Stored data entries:
Segment Open
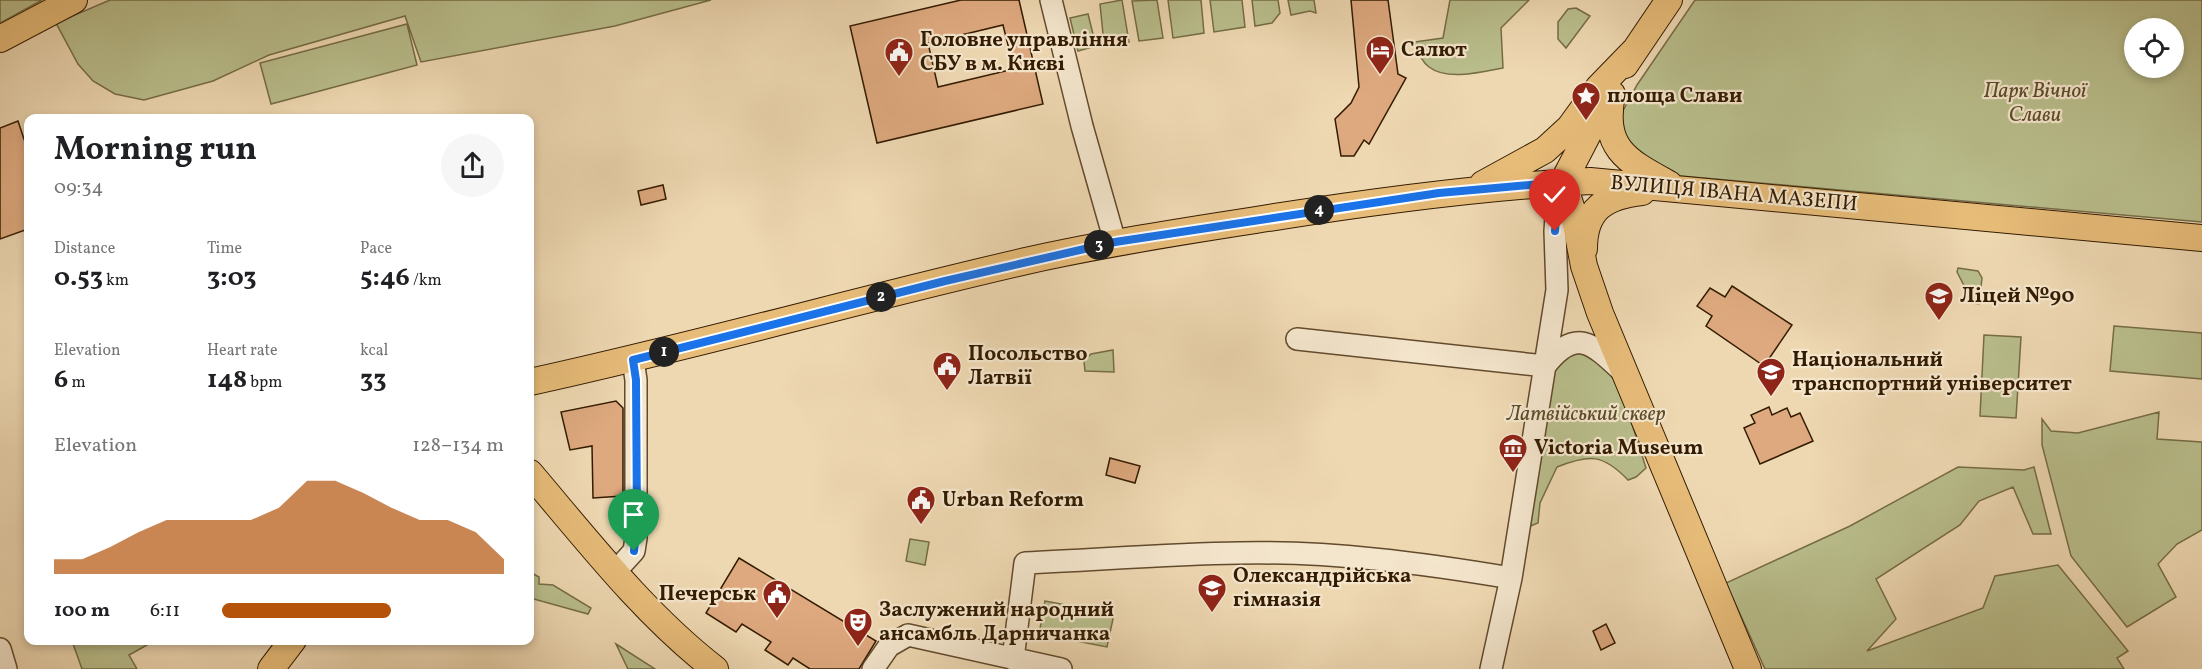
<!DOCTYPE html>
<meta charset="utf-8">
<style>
:root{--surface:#fff;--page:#f6f6f6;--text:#202124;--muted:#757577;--accent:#b45309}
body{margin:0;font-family:Vollkorn,serif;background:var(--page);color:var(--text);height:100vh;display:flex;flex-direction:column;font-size:22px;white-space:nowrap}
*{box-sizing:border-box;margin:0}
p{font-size:20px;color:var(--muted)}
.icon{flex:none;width:33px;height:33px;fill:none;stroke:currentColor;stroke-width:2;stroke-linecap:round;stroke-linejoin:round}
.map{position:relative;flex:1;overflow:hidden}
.panel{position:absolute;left:24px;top:114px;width:510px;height:531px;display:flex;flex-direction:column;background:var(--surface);border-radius:12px;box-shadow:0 3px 9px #0003}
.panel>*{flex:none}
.buttons{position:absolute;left:2124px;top:18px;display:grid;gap:12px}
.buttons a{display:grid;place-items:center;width:60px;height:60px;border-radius:50%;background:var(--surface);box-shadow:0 3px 9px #0003;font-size:30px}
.pin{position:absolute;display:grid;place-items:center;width:51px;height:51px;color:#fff;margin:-62px -26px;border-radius:50% 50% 50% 0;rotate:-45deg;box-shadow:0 0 6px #0007}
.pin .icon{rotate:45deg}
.km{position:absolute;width:30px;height:30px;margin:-15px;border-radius:50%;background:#222;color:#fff;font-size:16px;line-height:30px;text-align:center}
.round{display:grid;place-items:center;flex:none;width:63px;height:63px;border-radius:32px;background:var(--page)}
.overview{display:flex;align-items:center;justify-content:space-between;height:102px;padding:0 30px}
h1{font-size:33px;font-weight:700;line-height:45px}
.metrics{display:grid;grid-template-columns:repeat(3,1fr);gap:9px;height:102px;padding:6px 30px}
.metrics div{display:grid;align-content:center}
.metrics b{font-size:26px;font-weight:700}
.metrics small{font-size:16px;font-weight:400}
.metrics p{font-size:16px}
.chart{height:168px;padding:12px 30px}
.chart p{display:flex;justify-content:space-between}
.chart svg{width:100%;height:108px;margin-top:6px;fill:var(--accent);opacity:.7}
ul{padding:0 30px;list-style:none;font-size:20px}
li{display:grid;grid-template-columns:96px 72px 1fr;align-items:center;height:45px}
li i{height:15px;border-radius:8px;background:var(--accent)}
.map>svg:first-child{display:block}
.green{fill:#b9be8c;stroke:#766c46;stroke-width:1.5;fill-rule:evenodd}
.building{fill:#dea97f;stroke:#331b00;stroke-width:1.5;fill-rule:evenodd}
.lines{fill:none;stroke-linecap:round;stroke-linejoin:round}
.minor-casing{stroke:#624a2c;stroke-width:24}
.major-casing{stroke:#331b00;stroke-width:28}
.minor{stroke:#f4e6cd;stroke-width:21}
.major{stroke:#e7bc79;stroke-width:26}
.route-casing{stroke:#fff;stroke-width:12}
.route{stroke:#1a73e8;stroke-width:8}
.labels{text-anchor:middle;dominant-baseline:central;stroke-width:4.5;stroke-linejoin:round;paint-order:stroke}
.poi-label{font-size:21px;font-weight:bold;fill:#331b00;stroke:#f4e6cd;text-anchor:start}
.park-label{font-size:21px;font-style:italic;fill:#5b4c2a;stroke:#f4e6cd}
.street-label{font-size:21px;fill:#331b00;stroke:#f4e6cd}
</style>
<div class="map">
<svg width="2202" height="669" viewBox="0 0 2202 669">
<rect width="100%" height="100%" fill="#eed8b2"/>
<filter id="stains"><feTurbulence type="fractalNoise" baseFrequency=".00333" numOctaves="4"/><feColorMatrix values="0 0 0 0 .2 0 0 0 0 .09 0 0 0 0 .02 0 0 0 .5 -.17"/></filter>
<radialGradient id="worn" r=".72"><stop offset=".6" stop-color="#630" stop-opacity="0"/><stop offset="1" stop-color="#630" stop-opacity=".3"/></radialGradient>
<path class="green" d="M 0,0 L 42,0 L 0,23 Z
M 110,0 L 711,0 L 615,26 L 421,62 L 405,16 L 269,55 L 213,81 L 144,100 L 115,94 L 93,81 L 78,64 L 56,23 Z
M 1122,0 L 1129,42 L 1104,44 L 1100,4 Z
M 1157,0 L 1163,38 L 1139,41 L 1132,1 Z
M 1168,0 L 1201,0 L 1204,33 L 1173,38 Z
M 1210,0 L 1242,0 L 1245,27 L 1214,32 Z
M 1252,0 L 1278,0 L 1280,13 L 1272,23 L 1255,26 Z
M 1288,0 L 1314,0 L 1316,13 L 1310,11 L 1291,15 Z
M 1450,0 L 1529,0 L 1501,28 L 1503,68 C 1482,72 1447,81 1429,67 C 1421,61 1418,51 1414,42 L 1443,38 Z
M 1695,0 L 2202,0 L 2202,222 L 1681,176 L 1649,167 L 1625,147 L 1619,118 L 1637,85 ZM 2134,28 L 2174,28 L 2174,68 L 2134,68 Z
M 1576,8 L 1590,16 L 1566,48 L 1558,39 L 1558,22 L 1568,9 Z
M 1088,14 L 1096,46 L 1078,51 L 1070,18 Z
M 407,24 L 417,65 L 271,104 L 260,63 Z
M 1958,268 L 1978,271 L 1982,278 L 1979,304 L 1973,303 L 1957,272 Z
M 2114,326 L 2202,333 L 2202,379 L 2110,371 Z
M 1984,335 L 2021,337 L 2016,418 L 1980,416 Z
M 1578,349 L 1603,355 L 1618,380 L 1646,468 L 1636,477 L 1628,480 C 1603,454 1590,454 1557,467 L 1540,503 L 1538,523 L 1528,527 L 1549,377 L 1560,359 Z
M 1113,350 L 1114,372 L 1085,371 L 1084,361 L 1091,354 Z
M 2159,412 L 2157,439 L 2202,442 L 2202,530 L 2177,544 L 2158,564 L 2176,597 L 2127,627 L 2071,556 L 2042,445 L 2042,419 L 2051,431 L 2078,433 Z
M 1958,467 L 2024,470 L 2034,467 L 2051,534 L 2033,534 L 2013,487 L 1979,501 L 1960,525 L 1876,579 L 1896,619 L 1867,651 L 1983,608 L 1995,576 L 2058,565 L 2128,651 L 2117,658 L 2124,669 L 1765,669 L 1726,583 L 1850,526 Z
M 910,539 L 929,542 L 925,565 L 906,561 Z
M 530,572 L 539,577 L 539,584 L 553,585 L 591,608 L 588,614 L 530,598 Z
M 1045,601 L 1114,614 L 1107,647 L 1039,634 Z
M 72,641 L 154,640 L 154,641 L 129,655 L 137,669 L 82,669 Z
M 616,644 L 655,669 L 628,669 Z"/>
<path class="building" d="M 961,0 L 1019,0 L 1043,104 L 877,143 L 850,26 ZM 1003,25 L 1014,69 L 938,87 L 928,43 Z
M 1351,0 L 1388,0 L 1398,74 L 1406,78 L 1369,144 L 1364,140 L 1354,156 L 1341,156 L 1335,119 L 1351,103 L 1359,87 Z
M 18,121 L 28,151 L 28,229 L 0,239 L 0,128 Z
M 663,185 L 666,199 L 641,205 L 638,191 Z
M 1732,286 L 1792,325 L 1764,366 L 1706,326 L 1712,316 L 1697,306 L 1710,288 L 1725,297 Z
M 616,401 L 623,408 L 623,496 L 593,498 L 592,446 L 570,450 L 561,412 Z
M 1769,407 L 1772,415 L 1787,408 L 1791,417 L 1800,413 L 1813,441 L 1760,464 L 1744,428 L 1755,423 L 1751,415 Z
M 1110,458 L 1140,466 L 1135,483 L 1106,475 Z
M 739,558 L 876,641 L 859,669 L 810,669 L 793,658 L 788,665 L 765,650 L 771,642 L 742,624 L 736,632 L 706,613 Z
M 1606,624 L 1615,643 L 1601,650 L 1593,631 Z"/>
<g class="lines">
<g class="minor-casing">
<path id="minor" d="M 1051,0 L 1082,126 L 1115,242
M 1297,339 L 1545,366
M 1545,366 C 1576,326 1593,344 1623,372
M 615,572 L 634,551 L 636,538 L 636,380 L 633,360
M 0,649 L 6,669
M 1013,659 L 1025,563 C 1096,560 1168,554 1239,553 C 1330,551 1422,563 1511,578
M 873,669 L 889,646 L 908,635 L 1061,669
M 1491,669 L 1511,578 L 1557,290 L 1555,231 L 1557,204 L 1563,182"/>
</g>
<g class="major-casing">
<path id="major" d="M 0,39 L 74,0
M 1625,65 L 1669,0
M 1612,94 C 1602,148 1625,160 1669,184
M 1563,182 L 1575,219 L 1584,266 L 1600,313 L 1748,669
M 1563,182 L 1603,105
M 1483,184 L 1545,150 L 1570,127 L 1599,87 L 1634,51
M 1584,249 C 1584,209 1605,196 1642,192
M 530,382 C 696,346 860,299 1026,261 C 1102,244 1178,232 1256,220 C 1367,202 1477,187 1590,181 L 2202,238
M 530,473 C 587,540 644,614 715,669
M 271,669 L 293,640"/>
</g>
<use href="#minor" class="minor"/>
<use href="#major" class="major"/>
</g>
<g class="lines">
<g class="route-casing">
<path id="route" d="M 634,551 L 637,521 L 636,380 L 633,360 L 945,281 L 1115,242 L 1439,193 L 1563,182 L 1557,204 L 1555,231"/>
</g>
<use href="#route" class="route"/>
</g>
<defs>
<g id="hotel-pin" transform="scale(1.5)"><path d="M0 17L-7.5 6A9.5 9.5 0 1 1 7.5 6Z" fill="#8f2418" stroke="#f4e6cd"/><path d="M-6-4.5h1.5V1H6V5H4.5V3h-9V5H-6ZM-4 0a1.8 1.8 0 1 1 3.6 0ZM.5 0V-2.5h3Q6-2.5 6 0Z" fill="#fff"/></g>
<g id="civic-pin" transform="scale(1.5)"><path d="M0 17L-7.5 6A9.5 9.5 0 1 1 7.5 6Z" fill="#8f2418" stroke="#f4e6cd"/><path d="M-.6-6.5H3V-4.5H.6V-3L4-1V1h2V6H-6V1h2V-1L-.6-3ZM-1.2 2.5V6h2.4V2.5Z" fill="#fff"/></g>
<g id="sight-pin" transform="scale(1.5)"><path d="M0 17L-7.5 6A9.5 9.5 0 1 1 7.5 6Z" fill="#8f2418" stroke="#f4e6cd"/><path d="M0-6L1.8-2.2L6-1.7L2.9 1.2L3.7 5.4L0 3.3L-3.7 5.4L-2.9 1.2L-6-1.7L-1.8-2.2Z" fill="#fff"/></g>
<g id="school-pin" transform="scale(1.5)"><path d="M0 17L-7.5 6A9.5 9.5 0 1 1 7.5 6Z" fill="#8f2418" stroke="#f4e6cd"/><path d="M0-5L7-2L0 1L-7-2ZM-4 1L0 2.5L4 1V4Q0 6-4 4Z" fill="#fff"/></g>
<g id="university-pin" transform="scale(1.5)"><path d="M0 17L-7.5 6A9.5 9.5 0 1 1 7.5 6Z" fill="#8f2418" stroke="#f4e6cd"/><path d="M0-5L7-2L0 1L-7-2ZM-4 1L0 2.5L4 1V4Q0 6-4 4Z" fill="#fff"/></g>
<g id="museum-pin" transform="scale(1.5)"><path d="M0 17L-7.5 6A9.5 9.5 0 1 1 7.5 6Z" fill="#8f2418" stroke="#f4e6cd"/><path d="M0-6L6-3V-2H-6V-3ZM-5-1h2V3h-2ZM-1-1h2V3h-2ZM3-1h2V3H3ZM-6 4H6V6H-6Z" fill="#fff"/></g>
<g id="theatre-pin" transform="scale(1.5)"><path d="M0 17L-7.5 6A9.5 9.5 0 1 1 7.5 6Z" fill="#8f2418" stroke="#f4e6cd"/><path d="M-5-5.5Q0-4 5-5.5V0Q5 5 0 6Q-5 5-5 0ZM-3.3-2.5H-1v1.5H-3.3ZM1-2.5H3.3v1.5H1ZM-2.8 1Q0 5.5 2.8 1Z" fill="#fff"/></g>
</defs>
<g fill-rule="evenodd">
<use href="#hotel-pin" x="1380" y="50"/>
<use href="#civic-pin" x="899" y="52"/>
<use href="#sight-pin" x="1586" y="96"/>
<use href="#school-pin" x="1939" y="296"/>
<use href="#civic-pin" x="947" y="366"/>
<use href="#university-pin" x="1771" y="372"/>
<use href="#museum-pin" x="1513" y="448"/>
<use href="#civic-pin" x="921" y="500"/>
<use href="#school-pin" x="1212" y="588"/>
<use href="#civic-pin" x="777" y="594"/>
<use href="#theatre-pin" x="858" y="622"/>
</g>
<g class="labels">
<g class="poi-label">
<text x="920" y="40">Головне управління<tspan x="920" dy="24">СБУ в м. Києві</tspan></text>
<text x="1401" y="50">Салют</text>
<text x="1607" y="96">площа Слави</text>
<text x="1960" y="296">Ліцей №90</text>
<text x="968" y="354">Посольство<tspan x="968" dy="24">Латвії</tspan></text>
<text x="1792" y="360">Національний<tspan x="1792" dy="24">транспортний університет</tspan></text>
<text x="1534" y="448">Victoria Museum</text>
<text x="942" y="500">Urban Reform</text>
<text x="1233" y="576">Олександрійська<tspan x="1233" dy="24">гімназія</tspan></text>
<text x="756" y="594" text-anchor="end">Печерськ</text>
<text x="879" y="610">Заслужений народний<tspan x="879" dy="24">ансамбль Дарничанка</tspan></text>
</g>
<g class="park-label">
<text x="2035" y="91">Парк Вічної<tspan x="2035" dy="24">Слави</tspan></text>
<text x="1586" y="414">Латвійський сквер</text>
</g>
<g class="street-label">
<text transform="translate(1734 194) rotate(5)">ВУЛИЦЯ ІВАНА МАЗЕПИ</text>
</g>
</g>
<rect width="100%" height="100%" filter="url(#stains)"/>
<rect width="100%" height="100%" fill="url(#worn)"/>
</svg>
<div class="buttons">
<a><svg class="icon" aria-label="locate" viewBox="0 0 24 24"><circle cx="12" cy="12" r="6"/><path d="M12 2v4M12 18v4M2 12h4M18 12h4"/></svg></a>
</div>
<div class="pin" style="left:634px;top:551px;background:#1e9e55"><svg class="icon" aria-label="arrive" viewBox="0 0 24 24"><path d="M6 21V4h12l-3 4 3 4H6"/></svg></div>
<div class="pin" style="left:1555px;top:231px;background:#d93025"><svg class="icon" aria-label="check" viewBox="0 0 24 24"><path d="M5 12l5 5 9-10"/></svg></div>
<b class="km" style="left:664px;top:352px">1</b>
<b class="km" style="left:881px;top:297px">2</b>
<b class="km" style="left:1099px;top:245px">3</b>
<b class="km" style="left:1319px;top:210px">4</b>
<section class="panel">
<div class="overview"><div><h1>Morning run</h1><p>09:34</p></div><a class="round"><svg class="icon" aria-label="share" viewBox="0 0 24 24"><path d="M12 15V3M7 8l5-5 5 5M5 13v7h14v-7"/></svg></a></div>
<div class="metrics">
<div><p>Distance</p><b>0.53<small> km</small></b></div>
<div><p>Time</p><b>3:03</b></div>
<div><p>Pace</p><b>5:46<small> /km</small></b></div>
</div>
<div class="metrics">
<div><p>Elevation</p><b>6<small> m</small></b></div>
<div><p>Heart rate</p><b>148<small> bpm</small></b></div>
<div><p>kcal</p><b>33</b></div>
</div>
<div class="chart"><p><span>Elevation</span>128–134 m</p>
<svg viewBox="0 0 160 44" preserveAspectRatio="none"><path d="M0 44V38L10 38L20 33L30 27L40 22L50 22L60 22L70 22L80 17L90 6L100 6L110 11L120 17L130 22L140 22L150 27L160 38V44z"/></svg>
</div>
<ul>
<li><b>100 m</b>6:11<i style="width:60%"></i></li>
</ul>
</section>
</div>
Segment Closed
Exercise directions =>
Using the data above, count the lines where "Elevation" appears. Reply with the number only.

Answer box =>
2